Cesare Pavese
Por Alejandro Zambra
Poco
a poco se ha impuesto la imagen de un Cesare Pavese doliente, atormentado, un
poco melodramático. Alejandro Zambra vuelve a la vida y obra de este autor para
desmontar ese mito y revalorar sus libros, todo en el centenario de Pavese y en
el marco de una FIL de Guadalajara que tiene a Italia como país invitado.
En
el poema “La habitación del suicida”, Wislawa Szymborska recrea la perplejidad
de los amigos ante el suicidio de alguien que solamente deja, a manera de
explicación, un sobre vacío apoyado en un vaso.

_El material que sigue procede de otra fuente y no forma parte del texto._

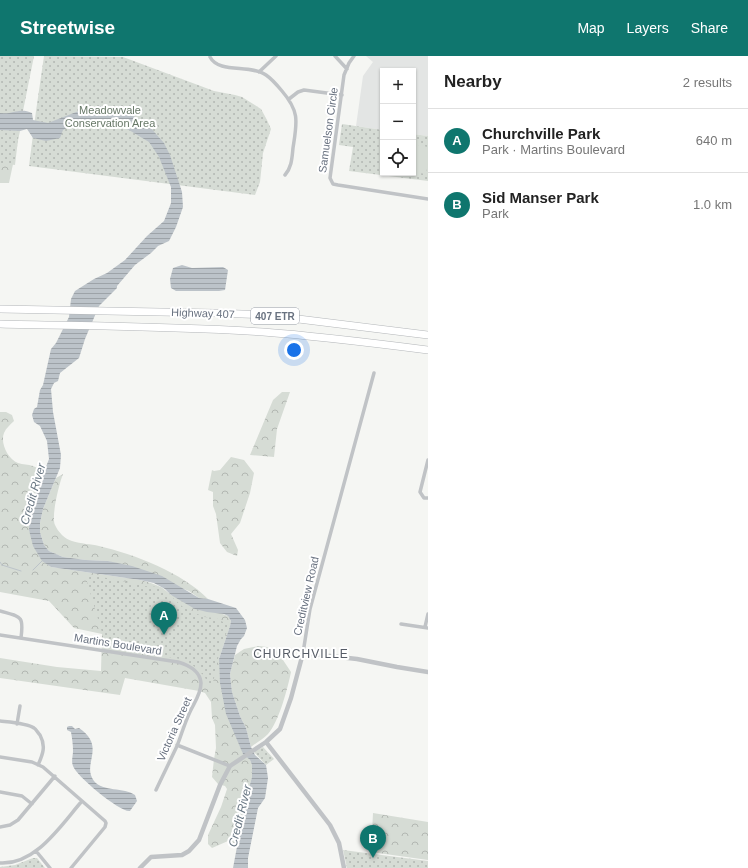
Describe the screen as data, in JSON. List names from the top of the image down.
{
  "streets": {
    "highway": ["Highway 407", "407 ETR"],
    "street": [
      "Samuelson Circle",
      "Creditview Road",
      "Martins Boulevard",
      "Victoria Street"
    ]
  },
  "crossings": [
    ["Martins Boulevard", "Victoria Street"]
  ],
  "districts": ["CHURCHVILLE"],
  "water": ["Credit River"],
  "parks": ["Meadowvale Conservation Area"],
  "page": {
    "header": "Streetwise",
    "nav": ["Map", "Layers", "Share"],
    "heading": ["Nearby", "2 results"],
    "map_buttons": ["+", "−"],
    "list": [
      {
        "mark": "A",
        "name": "Churchville Park",
        "note": "Park · Martins Boulevard",
        "value": "640 m"
      },
      {
        "mark": "B",
        "name": "Sid Manser Park",
        "note": "Park",
        "value": "1.0 km"
      }
    ],
    "pins": ["A", "B"]
  }
}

Cesare Pavese, en cambio,
escribió durante quince años una larguísima carta de despedida que hasta aquí
hemos leído en calidad de obra maestra.
En
las cuatrocientas páginas de El oficio de vivir, Pavese cultiva la idea del
suicidio como si se tratara de una meta o de un requisito o de un sacramento,
al punto que, finalmente, se hace difícil moderar la caricatura: no es el
enigmático amigo de Wislawa Szymborska o el suicida que en un poema de Borges
dice “Lego la nada a nadie”. Por el contrario, Pavese es consciente de su
legado: sabe que deja una obra importante, cumplida, sabe que ha escrito alta
poesía, sabe que sus novelas soportarán con decoro el paso del tiempo.
No
tenía motivos para quitarse la vida, pero se encargó de inventarlos, de darles
realidad. El oficio de vivir es un registro de teorías y de planes, de
diatribas y digresiones, pero sin duda en la lectura prevalece el recuento de
pensamientos
fúnebres, casi siempre extremos y a veces más bien peregrinos, propios de un joven
envejecido que de a poco va convirtiéndose en un viejo adolescente. Tal vez hay
que ser como ese joven o como ese viejo para valorar, en plenitud, el diario de
Pavese. Tal vez hay que querer suicidarse para leer El oficio de vivir.
Pero
no es necesario querer suicidarse para disfrutar de libros perfectos como La
luna y las fogatas, La playa, Trabajar cansa o Vendrá la muerte y tendrá tus
ojos. La mayor virtud de El oficio de vivir es que da pistas sobre la obra de
Pavese: si quitamos las referencias a su vida amorosa quedaría un libro delgado
y excelente. Ahora me parece que al diario le sobran muchas páginas: sus
impresiones sobre las mujeres, por ejemplo, no se compadecen con la comprensión
verdadera o al menos verosímil de lo femenino que uno cree leer en La luna y
las fogatas, Entre mujeres solas o en algunos de sus poemas.
Por momentos Pavese
es solamente ingenioso y más bien vulgar: “Ninguna
mujer contrae matrimonio por conveniencia: todas tienen la sagacidad, antes de
casarse con un millonario, de enamorarse de él.” Su misoginia es, con
frecuencia, rudimentaria: “En la vida, les sucede a todos que se encuentran con
una puerca. A poquísimos, que conozcan a una mujer amante y decente. De cada
cien, noventa y nueve son puercas.” Más divertido y negrísimo es el humor de un
pasaje en que comenta aquello de que un clavo saca a otro clavo: para las
mujeres el asunto es muy simple, dice, pues les basta con cambiarse de clavo,
pero los hombres están condenados a tener un solo clavo. No sé si hay humor, en
cambio, en estas frases: “Las putas trabajan a sueldo. ¿Pero qué mujer se
entrega sin haberlo calculado?” El siguiente chiste, en todo caso, me parece
muy bueno: “Las mujeres son un pueblo enemigo, como el pueblo alemán.”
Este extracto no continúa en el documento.